Car, en fin de compte, bien qu’elle soit une affaire de « perception symbolique », l’identité d’une discipline ne peut se construire que sur une ossature solide, celle des réponses spécifiques apportées à des problèmes dont le caractère singulier est lui-même manifeste aux yeux de tous. Dès lors, la question qui se pose aujourd’hui à propos d’un propre des sciences de l’information nous paraît triple :

– est-ce que le caractère spécifique des problèmes posés et des réponses apportées par les sciences de l’information est manifeste aux yeux de tous ? De toute évidence non, ni en France, ni aux États-Unis, ni probablement ailleurs, d’où (en partie) le caractère transfrontalier de la confusion identitaire ;

– est-ce que l’ossature qui pourrait soutenir une telle manifestation évidente est elle-même conscientisée par les chercheurs du domaine ? Peu probable, et, là aussi, la situation semble similaire un peu partout, les appels répétés à des synthèses critiques en témoignent ;

– enfin, est-ce que la réalité des recherches permet de faire émerger une telle ossature ? On ne pourrait répondre définitivement à cette question qu’en tentant de la faire émerger, mais la thèse que nous voulons défendre ici est que, malgré la diversité des préoccupations et surtout malgré le cloisonnement des acquis, il y a en fin de compte des points forts de convergence et d’ancrage d’une spécificité des sciences de l’information.

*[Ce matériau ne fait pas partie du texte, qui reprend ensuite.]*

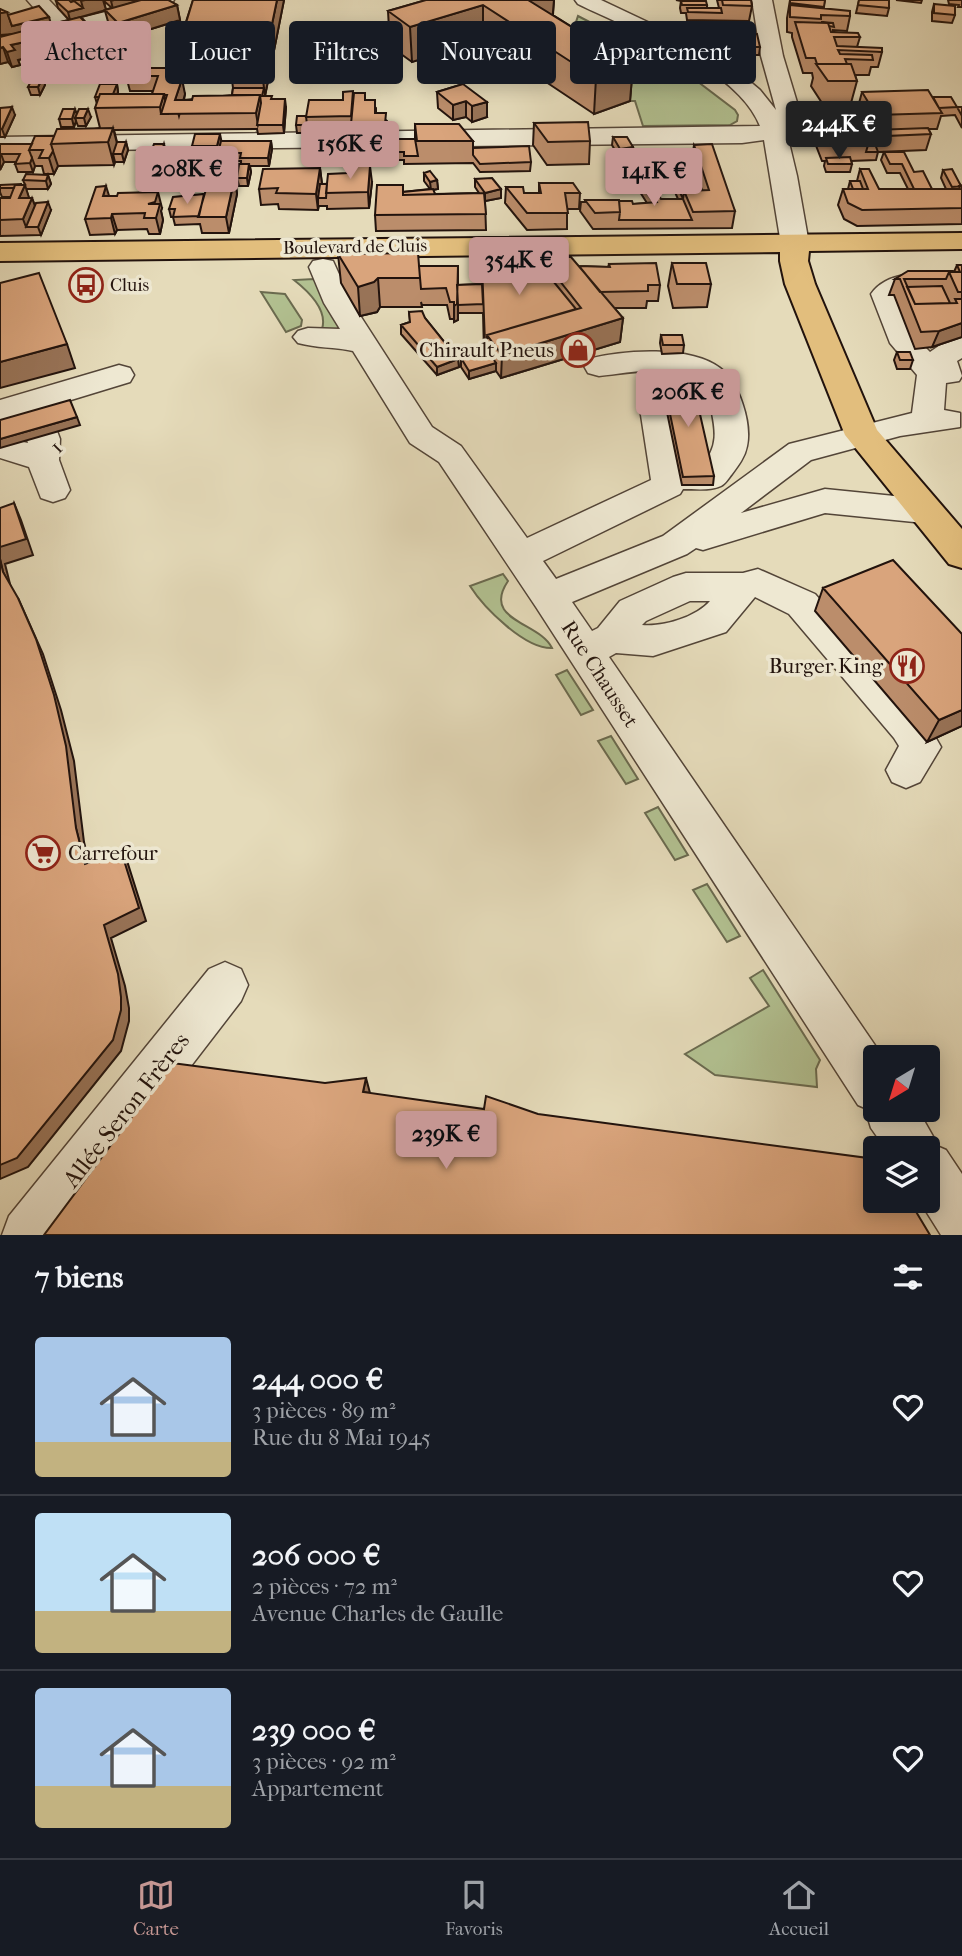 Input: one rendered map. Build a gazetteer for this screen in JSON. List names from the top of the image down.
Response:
{
  "streets": {
    "main road": ["Boulevard de Cluis"],
    "street": ["Rue Chausset", "Allée Seron Frères"]
  },
  "crossings": [
    ["Boulevard de Cluis", "Rue Chausset"]
  ],
  "places": {
    "bus stop": ["Cluis"],
    "shop": ["Chirault Pneus"],
    "restaurant": ["Burger King"],
    "supermarket": ["Carrefour"]
  },
  "north": "bottom left",
  "page": {
    "chip": [
      "Acheter",
      "Louer",
      "Filtres",
      "Nouveau",
      "Appartement"
    ],
    "price": [
      "244K €",
      "156K €",
      "208K €",
      "141K €",
      "354K €",
      "206K €",
      "239K €"
    ],
    "heading": "7 biens",
    "list": [
      {
        "name": "244 000 €",
        "note": "3 pièces · 89 m² · Rue du 8 Mai 1945"
      },
      {
        "name": "206 000 €",
        "note": "2 pièces · 72 m² · Avenue Charles de Gaulle"
      },
      {
        "name": "239 000 €",
        "note": "3 pièces · 92 m² · Appartement"
      }
    ],
    "tabs": ["Carte", "Favoris", "Accueil"]
  }
} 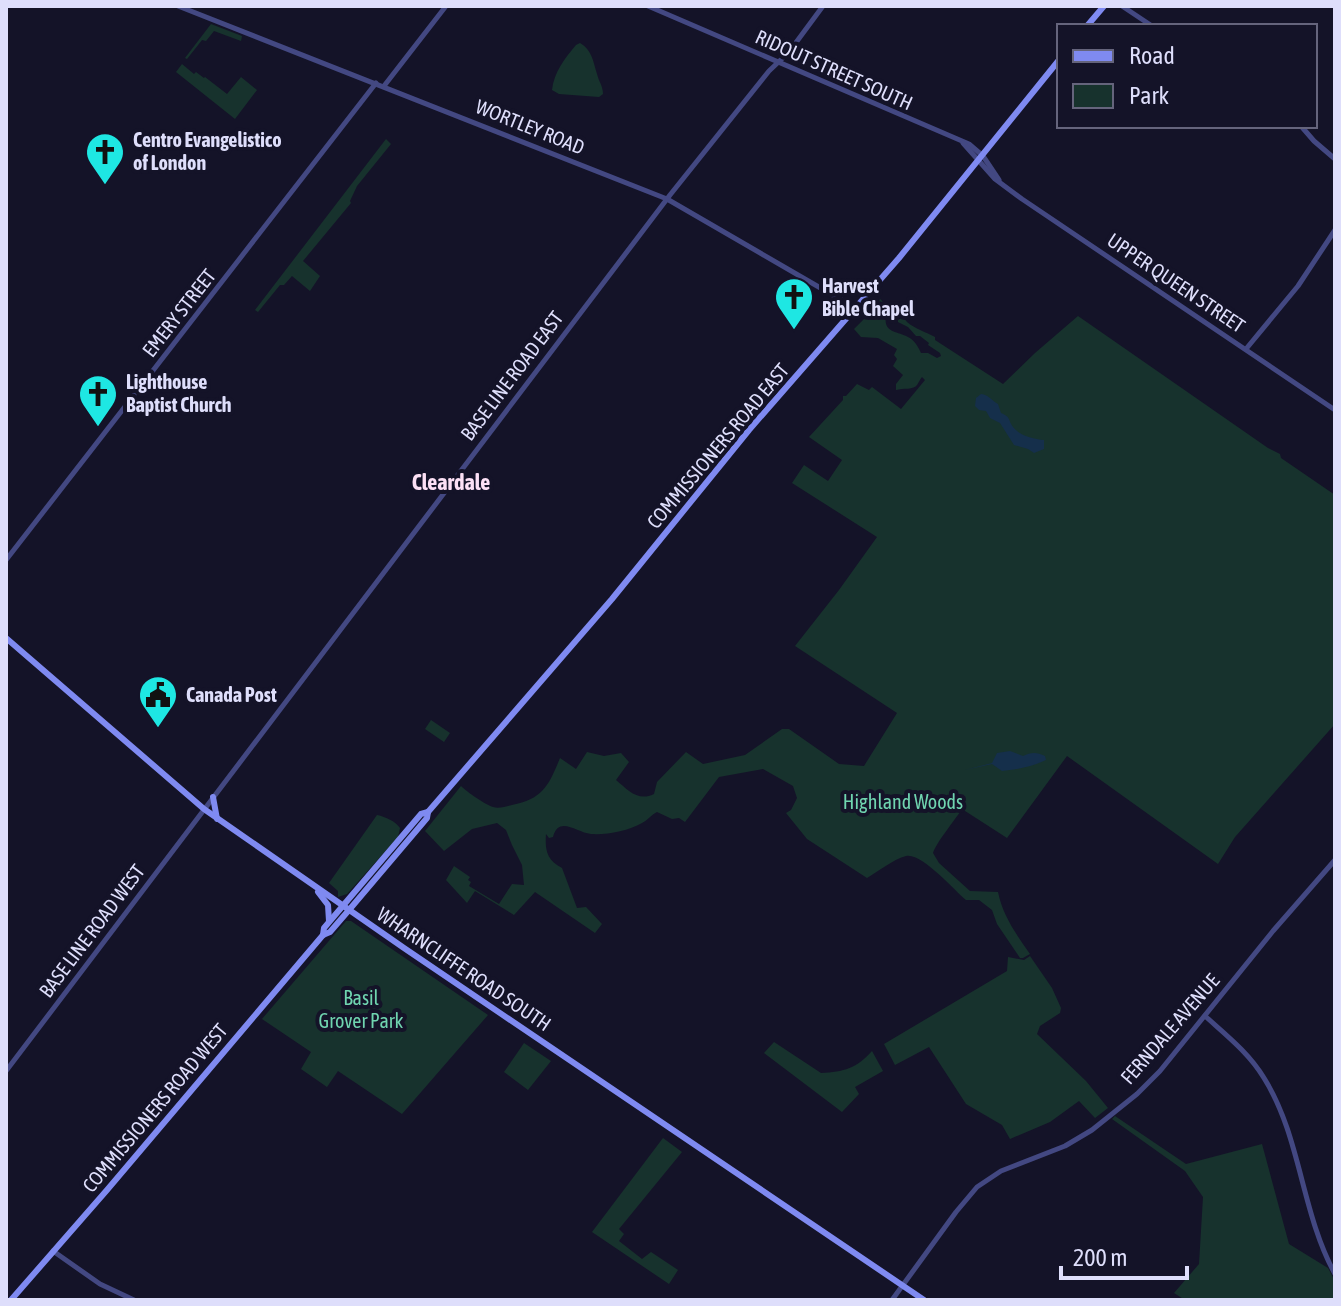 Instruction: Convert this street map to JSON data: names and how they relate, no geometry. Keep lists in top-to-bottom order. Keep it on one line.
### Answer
{"streets":{"main road":["COMMISSIONERS ROAD EAST","WHARNCLIFFE ROAD SOUTH","COMMISSIONERS ROAD WEST"],"street":["RIDOUT STREET SOUTH","WORTLEY ROAD","UPPER QUEEN STREET","EMERY STREET","BASE LINE ROAD EAST","BASE LINE ROAD WEST","FERNDALE AVENUE"]},"crossings":[["RIDOUT STREET SOUTH","UPPER QUEEN STREET"],["RIDOUT STREET SOUTH","BASE LINE ROAD EAST"],["RIDOUT STREET SOUTH","COMMISSIONERS ROAD EAST"],["WORTLEY ROAD","EMERY STREET"],["WORTLEY ROAD","BASE LINE ROAD EAST"],["WORTLEY ROAD","COMMISSIONERS ROAD EAST"],["UPPER QUEEN STREET","COMMISSIONERS ROAD EAST"],["BASE LINE ROAD EAST","BASE LINE ROAD WEST"],["BASE LINE ROAD EAST","WHARNCLIFFE ROAD SOUTH"],["COMMISSIONERS ROAD EAST","WHARNCLIFFE ROAD SOUTH"],["COMMISSIONERS ROAD EAST","COMMISSIONERS ROAD WEST"],["BASE LINE ROAD WEST","WHARNCLIFFE ROAD SOUTH"],["WHARNCLIFFE ROAD SOUTH","FERNDALE AVENUE"],["WHARNCLIFFE ROAD SOUTH","COMMISSIONERS ROAD WEST"]],"districts":["Cleardale"],"parks":["Highland Woods","Basil Grover Park"],"places":{"church":["Centro Evangelistico of London","Harvest Bible Chapel","Lighthouse Baptist Church"],"public building":["Canada Post"]},"legend":["Road","Park"],"scale_bar":"200 m"} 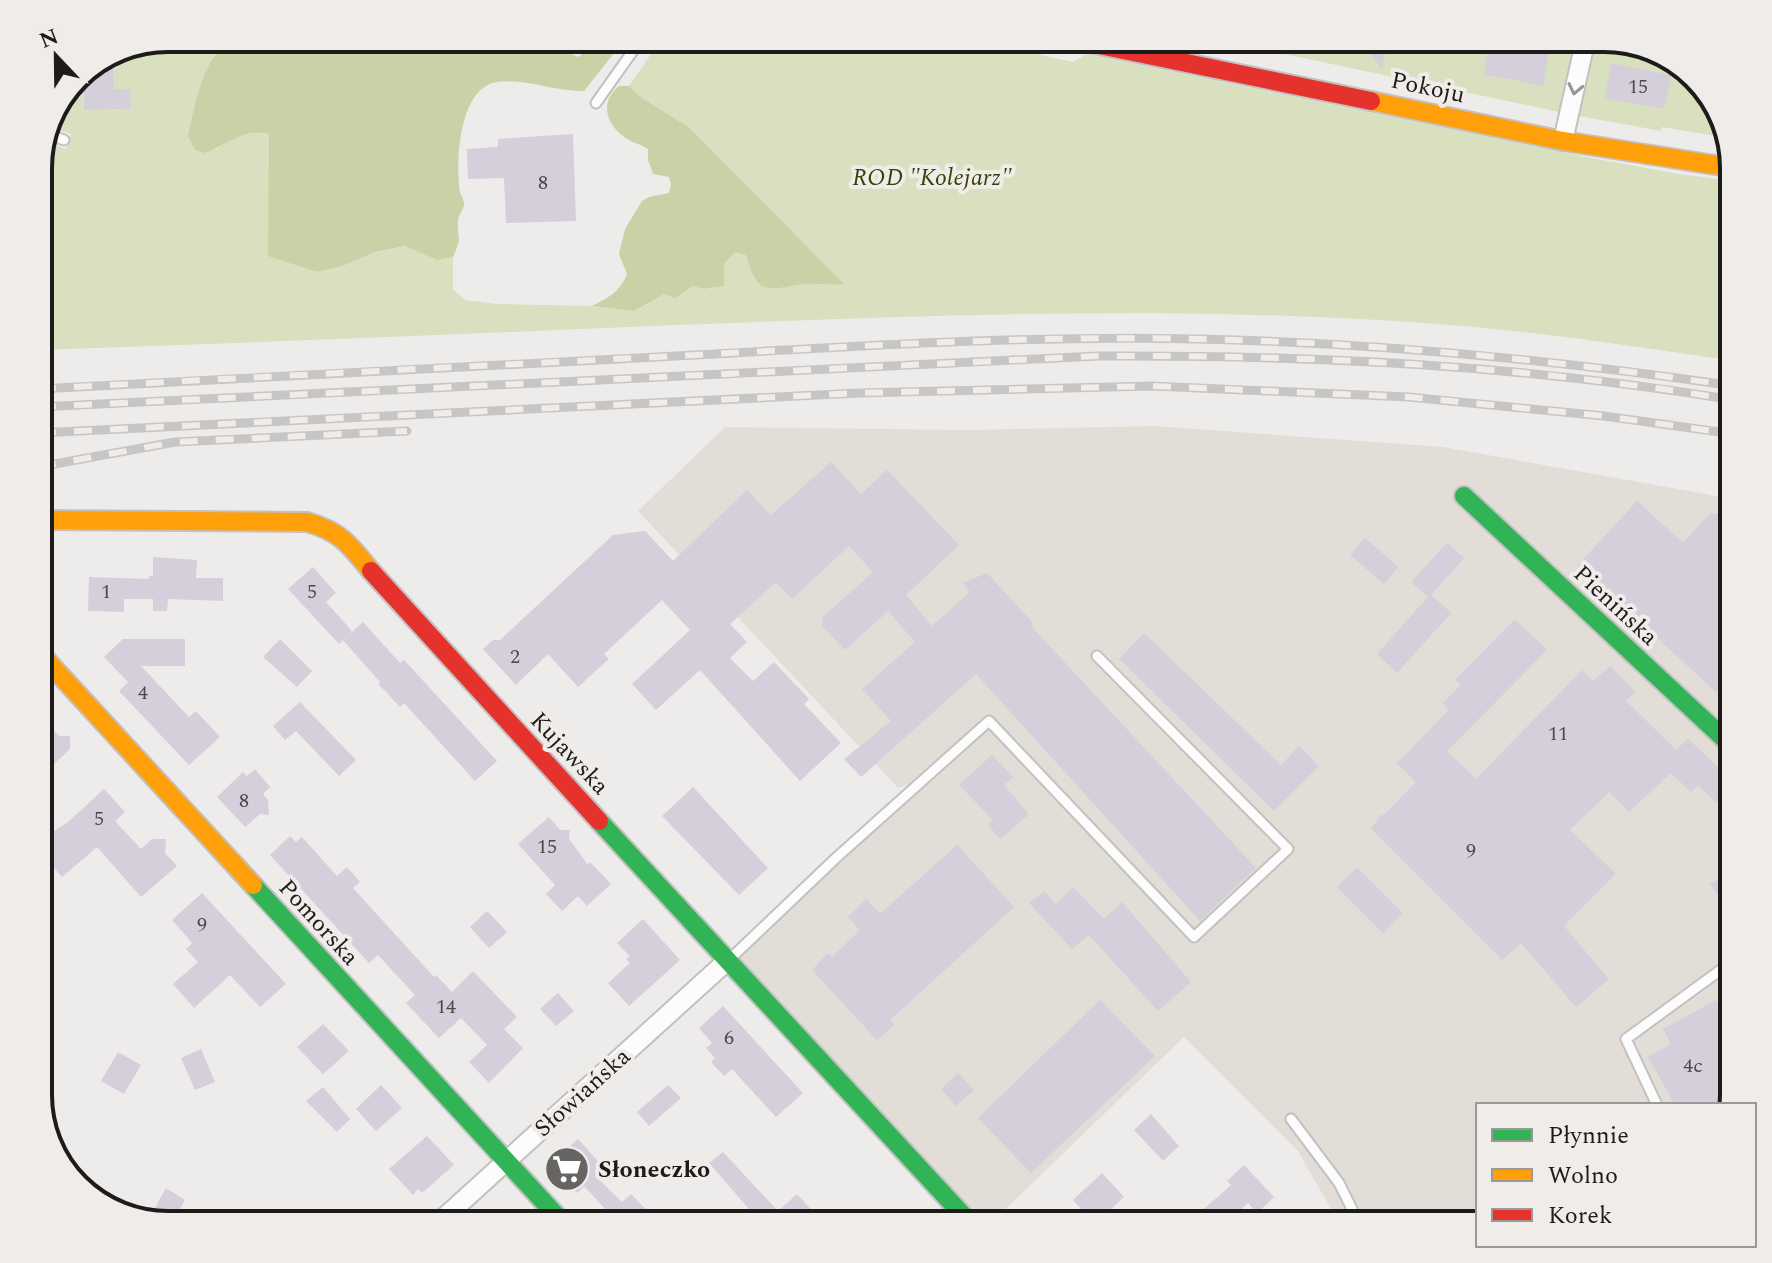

Par conséquent, si cette observation s’avère valide, la thèse d’une faiblesse fatale de la discipline s’en retrouve réfutée d’emblée, et la question de l’identité devient en partie un problème de collaboration, de synthèse et de critique (historique et épistémologique), et, en partie, un problème de publicisation, voire de perception et de projection personnelle de la part des chercheurs concernés.

Bien que nous ne puissions pas l’analyser ici dans ses moindres détails, c’est en faveur de cette idée que nous allons tenter d’argumenter dans la suite de ce texte. Nous commencerons par dégager les lignes fortes de la configuration historique articulant les préoccupations majeures du domaine pour indiquer par la suite où se trouvent d’après nous les principaux points convergents pouvant donner forme à cette ossature identitaire.

L’enseignement d’un regard historique et transversal : un cloisonnement de fait sans incompatibilité de fond

Avant de nous pencher sur ce qu’une tentative fugitive de regard historique traversant les diverses recherches du domaine pourrait nous apprendre sur le champ des sciences de l’information, s’impose une précision quant au caractère national ou, au contraire, transfrontalier, de cette entreprise. Ce préalable semble important, pour plusieurs raisons.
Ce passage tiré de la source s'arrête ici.